Welche PatientInnen kommen in das Gemeindespital in Bangui? Welche Wunden haben sie?
In Bangui behandeln wir hauptsächlich Männer im Alter von 20 bis 35 Jahren. Die meisten von ihnen sind Kämpfer. Frauen und ältere Personen sind dagegen eher die Minderheit unter den PatientInnen – wenn sie zu uns kommen, dann waren sie zur falschen Zeit am falschen Ort. Kinder, die jünger als 15 Jahre sind, werden in einer anderen Einrichtung behandelt – der pädiatrischen Anstalt in Bangui. Die große Mehrheit derjenigen PatientInnen, die von unseren Teams und dem Internationalen Roten Kreuz (ICRC) von außerhalb der Stadt eingeliefert werden – aus niedergebrannten und geplünderten Dörfern in der Umgebung – sind jedoch Frauen und Kinder.
Fast alle unserer PatientInnen sind Opfer von Gewalt. Die meisten Wunden stammen von Kugeln oder Granaten, gefolgt von Verletzungen durch Messer und Macheten. Die nächste Kategorie beinhaltet Opfer von Lynchjustiz, Gefangennahmen und Folterungen sowie Menschen, die während ihrer Flucht verletzt wurden. Die Beschaffenheit der Wunden ist wegen der Art der Kämpfe fast immer gleich, auch wenn die Anzahl der Granaten- und Messerwunden etc. zu bestimmten Zeiten ansteigt.
Mit welchen Herausforderungen warst du konfrontiert?

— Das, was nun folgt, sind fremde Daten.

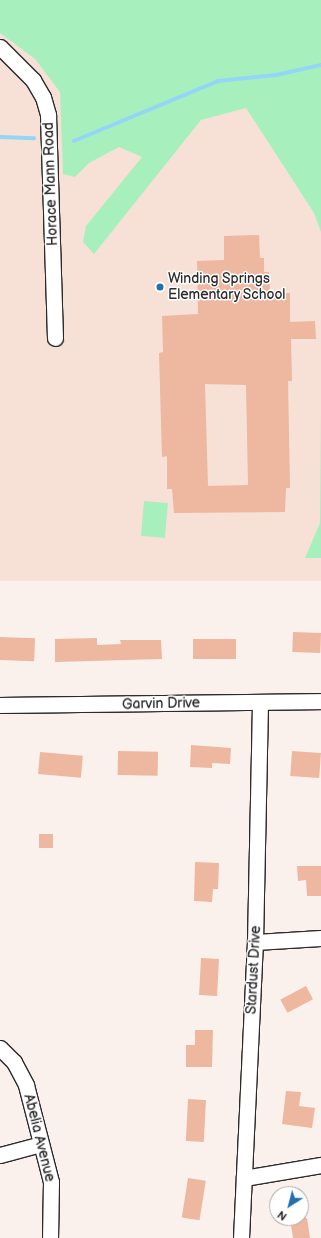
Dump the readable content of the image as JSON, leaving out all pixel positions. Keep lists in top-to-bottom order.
{
  "streets": {
    "street": [
      "Horace Mann Road",
      "Garvin Drive",
      "Stardust Drive",
      "Abelia Avenue"
    ]
  },
  "crossings": [
    ["Garvin Drive", "Stardust Drive"]
  ],
  "places": ["Winding Springs Elementary School"],
  "north": "bottom left"
}
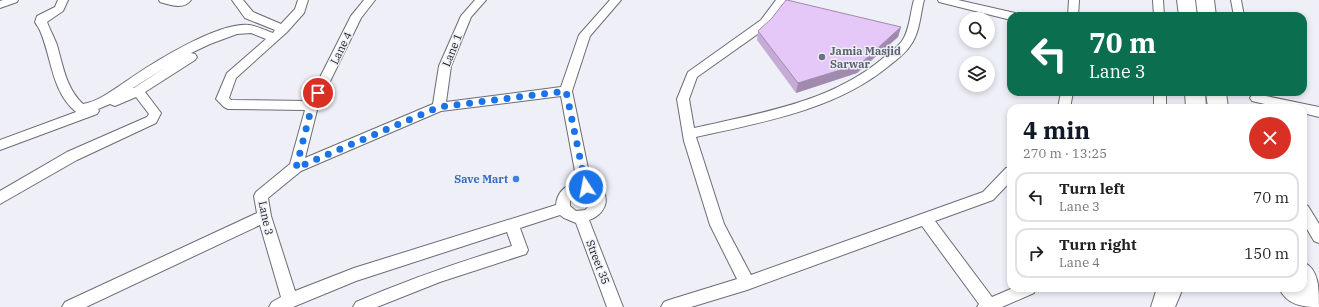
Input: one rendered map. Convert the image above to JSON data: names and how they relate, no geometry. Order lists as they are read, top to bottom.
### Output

Die schwierige Sicherheitslage ist das Hauptproblem und erschwert uns, unsere Arbeit zu tun. Wir müssen zum Beispiel unsere Arbeitszeiten anders einteilen. Unsere Teams können nicht länger als bis 18:00 Uhr im Krankenhaus bleiben – es ist zu gefährlich. Also müssen wir die Arbeit eines gesamten Tages in jenen elf Stunden erbringen, die wir dort sein können. Manchmal mussten wir uns auch im Operationssaal einsperren – um zu „überwintern“ – oder sofort evakuieren. Wegen des hohen Zeitdrucks mussten wir oft Operationen auf den nächsten Tag oder sogar um Tage verschieben. Die Unsicherheit bedeutet auch, dass nur sehr wenige oder gar keine MitarbeiterInnen über Nacht im Krankenhaus sind. Wenn der Zeitpunkt des Aufbruchs gekommen war, mussten wir PatientInnen ohne medizinische Beobachtung alleine lassen. Wir wussten nicht, ob sie bei unserer Rückkehr noch am Leben sein würden.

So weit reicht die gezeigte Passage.